Open folkertdev opened 2 years ago

folkertdev commented 2 years ago

This is really a question, I don't think there is a bug here, just something I'm not understanding.

I'm looking at the code for maxpool and how it handles dilations.

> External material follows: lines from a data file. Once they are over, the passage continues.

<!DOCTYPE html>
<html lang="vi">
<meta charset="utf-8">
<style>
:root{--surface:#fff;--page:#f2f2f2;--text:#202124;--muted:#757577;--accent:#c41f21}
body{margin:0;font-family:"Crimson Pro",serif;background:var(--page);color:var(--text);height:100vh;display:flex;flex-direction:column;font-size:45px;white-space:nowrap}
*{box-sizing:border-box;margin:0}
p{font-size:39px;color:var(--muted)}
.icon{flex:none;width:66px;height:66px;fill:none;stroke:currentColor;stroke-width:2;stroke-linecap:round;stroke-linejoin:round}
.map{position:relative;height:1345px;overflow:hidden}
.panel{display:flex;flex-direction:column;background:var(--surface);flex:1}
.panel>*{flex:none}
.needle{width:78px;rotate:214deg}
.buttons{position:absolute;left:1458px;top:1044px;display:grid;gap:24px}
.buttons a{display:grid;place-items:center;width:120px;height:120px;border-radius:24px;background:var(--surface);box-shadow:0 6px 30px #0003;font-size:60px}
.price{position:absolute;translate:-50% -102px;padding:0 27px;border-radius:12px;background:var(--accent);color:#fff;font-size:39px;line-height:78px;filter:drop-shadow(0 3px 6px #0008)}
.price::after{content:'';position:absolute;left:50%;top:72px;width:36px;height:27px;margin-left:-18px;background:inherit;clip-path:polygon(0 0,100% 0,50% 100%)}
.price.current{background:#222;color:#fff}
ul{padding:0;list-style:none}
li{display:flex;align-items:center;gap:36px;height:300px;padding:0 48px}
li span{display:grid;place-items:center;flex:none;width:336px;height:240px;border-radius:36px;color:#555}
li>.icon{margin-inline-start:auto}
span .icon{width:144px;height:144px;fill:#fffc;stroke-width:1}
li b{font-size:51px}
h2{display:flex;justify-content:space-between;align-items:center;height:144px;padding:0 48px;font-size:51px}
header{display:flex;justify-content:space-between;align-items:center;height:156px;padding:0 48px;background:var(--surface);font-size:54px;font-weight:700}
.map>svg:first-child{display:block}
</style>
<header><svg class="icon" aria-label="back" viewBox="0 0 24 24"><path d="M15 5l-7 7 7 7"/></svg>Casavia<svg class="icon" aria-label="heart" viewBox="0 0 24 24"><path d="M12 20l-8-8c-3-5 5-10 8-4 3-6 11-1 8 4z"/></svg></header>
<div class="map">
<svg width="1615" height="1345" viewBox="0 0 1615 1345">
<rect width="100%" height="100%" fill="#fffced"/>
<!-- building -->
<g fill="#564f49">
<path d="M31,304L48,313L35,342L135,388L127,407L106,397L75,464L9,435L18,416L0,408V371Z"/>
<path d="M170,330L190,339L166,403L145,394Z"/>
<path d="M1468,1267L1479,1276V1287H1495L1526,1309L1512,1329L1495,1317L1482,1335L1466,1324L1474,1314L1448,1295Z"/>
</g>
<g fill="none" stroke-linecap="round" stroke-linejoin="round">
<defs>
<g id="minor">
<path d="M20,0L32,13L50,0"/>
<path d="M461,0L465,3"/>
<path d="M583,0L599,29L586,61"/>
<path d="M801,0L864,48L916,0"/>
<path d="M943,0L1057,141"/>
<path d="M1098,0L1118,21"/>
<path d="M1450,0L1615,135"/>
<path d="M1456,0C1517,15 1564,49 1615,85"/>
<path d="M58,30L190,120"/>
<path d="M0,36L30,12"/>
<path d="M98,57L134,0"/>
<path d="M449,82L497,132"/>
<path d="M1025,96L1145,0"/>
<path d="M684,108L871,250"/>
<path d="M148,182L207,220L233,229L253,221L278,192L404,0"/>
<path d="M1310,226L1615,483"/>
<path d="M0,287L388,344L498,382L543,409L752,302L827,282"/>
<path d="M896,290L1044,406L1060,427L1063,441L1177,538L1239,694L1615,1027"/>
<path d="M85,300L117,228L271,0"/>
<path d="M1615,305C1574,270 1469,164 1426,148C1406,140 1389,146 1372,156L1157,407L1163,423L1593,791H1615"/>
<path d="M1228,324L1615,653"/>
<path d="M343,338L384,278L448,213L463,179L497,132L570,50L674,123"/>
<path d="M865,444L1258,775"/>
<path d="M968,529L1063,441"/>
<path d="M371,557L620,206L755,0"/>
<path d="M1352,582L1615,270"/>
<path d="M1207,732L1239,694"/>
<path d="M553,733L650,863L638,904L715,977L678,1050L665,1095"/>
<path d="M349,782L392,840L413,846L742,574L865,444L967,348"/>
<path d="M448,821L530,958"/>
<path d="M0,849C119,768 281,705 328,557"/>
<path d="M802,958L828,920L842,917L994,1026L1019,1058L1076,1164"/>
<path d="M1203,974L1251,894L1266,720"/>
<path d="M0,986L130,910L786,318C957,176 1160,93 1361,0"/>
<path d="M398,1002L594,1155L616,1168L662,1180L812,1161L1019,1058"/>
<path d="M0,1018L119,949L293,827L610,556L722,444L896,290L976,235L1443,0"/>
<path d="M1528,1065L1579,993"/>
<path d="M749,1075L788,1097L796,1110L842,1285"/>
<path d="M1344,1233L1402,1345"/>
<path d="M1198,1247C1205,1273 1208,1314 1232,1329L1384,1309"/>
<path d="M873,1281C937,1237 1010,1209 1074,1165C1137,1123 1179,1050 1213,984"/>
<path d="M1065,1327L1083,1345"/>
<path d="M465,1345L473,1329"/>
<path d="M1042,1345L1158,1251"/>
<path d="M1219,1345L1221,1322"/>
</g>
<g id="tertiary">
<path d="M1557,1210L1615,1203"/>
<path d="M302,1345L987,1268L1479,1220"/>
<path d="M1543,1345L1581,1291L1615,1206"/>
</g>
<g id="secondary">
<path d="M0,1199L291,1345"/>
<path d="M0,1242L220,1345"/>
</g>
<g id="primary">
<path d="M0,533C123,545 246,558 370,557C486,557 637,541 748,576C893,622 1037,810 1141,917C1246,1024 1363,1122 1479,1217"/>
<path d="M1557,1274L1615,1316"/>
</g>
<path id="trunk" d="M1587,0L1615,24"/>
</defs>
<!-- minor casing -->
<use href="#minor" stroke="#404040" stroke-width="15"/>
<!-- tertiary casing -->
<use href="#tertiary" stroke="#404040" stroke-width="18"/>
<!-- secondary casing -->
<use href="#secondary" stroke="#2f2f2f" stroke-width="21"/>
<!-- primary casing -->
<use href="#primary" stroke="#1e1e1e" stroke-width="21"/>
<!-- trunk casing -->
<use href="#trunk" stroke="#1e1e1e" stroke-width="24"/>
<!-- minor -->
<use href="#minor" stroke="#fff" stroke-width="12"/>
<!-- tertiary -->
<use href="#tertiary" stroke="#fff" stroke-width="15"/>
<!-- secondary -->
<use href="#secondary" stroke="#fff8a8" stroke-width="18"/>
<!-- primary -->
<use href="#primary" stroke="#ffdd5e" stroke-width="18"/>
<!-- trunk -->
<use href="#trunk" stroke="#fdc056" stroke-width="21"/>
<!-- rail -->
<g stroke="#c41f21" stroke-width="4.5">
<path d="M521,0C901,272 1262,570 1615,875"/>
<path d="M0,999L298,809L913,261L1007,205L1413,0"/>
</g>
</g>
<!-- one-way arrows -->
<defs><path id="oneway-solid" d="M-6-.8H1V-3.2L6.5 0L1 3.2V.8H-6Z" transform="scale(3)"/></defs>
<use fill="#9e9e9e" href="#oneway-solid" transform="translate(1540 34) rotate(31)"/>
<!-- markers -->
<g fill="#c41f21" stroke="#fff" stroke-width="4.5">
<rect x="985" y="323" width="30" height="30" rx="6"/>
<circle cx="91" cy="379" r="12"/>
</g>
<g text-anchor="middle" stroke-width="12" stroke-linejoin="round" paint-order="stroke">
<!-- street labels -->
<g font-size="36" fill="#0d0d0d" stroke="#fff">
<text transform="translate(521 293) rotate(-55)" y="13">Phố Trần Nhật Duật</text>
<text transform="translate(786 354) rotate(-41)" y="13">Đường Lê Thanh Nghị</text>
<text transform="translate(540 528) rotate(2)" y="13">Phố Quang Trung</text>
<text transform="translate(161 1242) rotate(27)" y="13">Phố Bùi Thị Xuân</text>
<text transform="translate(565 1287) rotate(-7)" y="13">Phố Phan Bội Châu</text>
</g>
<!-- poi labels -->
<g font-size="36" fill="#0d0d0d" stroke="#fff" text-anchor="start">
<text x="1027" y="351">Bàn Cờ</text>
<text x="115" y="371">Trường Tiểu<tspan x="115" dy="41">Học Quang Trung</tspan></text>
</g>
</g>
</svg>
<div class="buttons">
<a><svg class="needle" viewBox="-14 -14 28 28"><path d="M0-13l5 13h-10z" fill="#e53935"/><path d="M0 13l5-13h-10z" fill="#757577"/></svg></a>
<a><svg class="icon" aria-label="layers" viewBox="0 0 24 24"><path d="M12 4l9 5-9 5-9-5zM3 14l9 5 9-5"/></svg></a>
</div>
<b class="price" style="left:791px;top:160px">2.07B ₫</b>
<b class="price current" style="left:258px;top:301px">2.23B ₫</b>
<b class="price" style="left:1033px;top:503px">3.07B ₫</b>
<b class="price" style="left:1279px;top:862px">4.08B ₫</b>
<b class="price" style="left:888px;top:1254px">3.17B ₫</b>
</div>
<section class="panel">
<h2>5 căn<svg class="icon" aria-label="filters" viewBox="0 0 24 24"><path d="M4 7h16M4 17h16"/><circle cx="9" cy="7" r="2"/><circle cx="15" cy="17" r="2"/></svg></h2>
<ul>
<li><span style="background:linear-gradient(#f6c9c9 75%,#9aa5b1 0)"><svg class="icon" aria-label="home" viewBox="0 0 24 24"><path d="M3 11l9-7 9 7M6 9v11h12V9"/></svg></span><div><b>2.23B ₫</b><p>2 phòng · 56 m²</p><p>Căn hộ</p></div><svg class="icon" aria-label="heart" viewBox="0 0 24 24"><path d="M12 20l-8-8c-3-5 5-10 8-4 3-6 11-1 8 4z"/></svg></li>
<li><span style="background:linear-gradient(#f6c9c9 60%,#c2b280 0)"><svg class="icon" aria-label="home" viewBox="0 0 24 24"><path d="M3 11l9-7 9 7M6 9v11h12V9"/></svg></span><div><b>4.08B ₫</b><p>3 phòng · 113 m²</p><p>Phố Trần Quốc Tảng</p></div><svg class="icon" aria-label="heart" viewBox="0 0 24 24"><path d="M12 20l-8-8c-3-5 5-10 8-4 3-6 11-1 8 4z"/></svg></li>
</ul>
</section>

The spec has this example:

"""
input_shape: [1, 1, 4, 4]
output_shape: [1, 1, 2, 2]
"""
node = onnx.helper.make_node(
    'MaxPool',
    inputs=['x'],
    outputs=['y'],
    kernel_shape=[2, 2],
    strides=[1, 1],
    dilations=[2, 2]
)
x = np.array([[[
    [1, 2, 3, 4],
    [5, 6, 7, 8],
    [9, 10, 11, 12],
    [13, 14, 15, 16],
]]]).astype(np.float32)
y = np.array([[[
    [11, 12],
    [15, 16]]]]).astype(np.float32)

expect(node, inputs=[x], outputs=[y], name='test_maxpool_2d_dilations')

This should implicitly use AUTO_PAD_NOTSET. Now what I tried is getting the MaxPool_float32 to give the [ 11, 12, 15, 16 ] result by hardcoding the inputs, for the full code + output see this godbolt:

int strides[] = { 1, 1 };
int kernels[] = { 2, 2 };
int cpads[] = { 0, 0, 0, 0 };

int x_ndim = 4;
int x_dims[] = { 1, 1, 4, 4 };
int y_dims[] = { 1, 1, 2, 2 };

From my code reading, the dilation is only used to determine the output dimensions, which I've hardcoded here.

But with these inputs I get the incorrect output:

6.000000 7.000000 10.000000 11.000000

So, what is the way that dilations influence the end result that I am missing?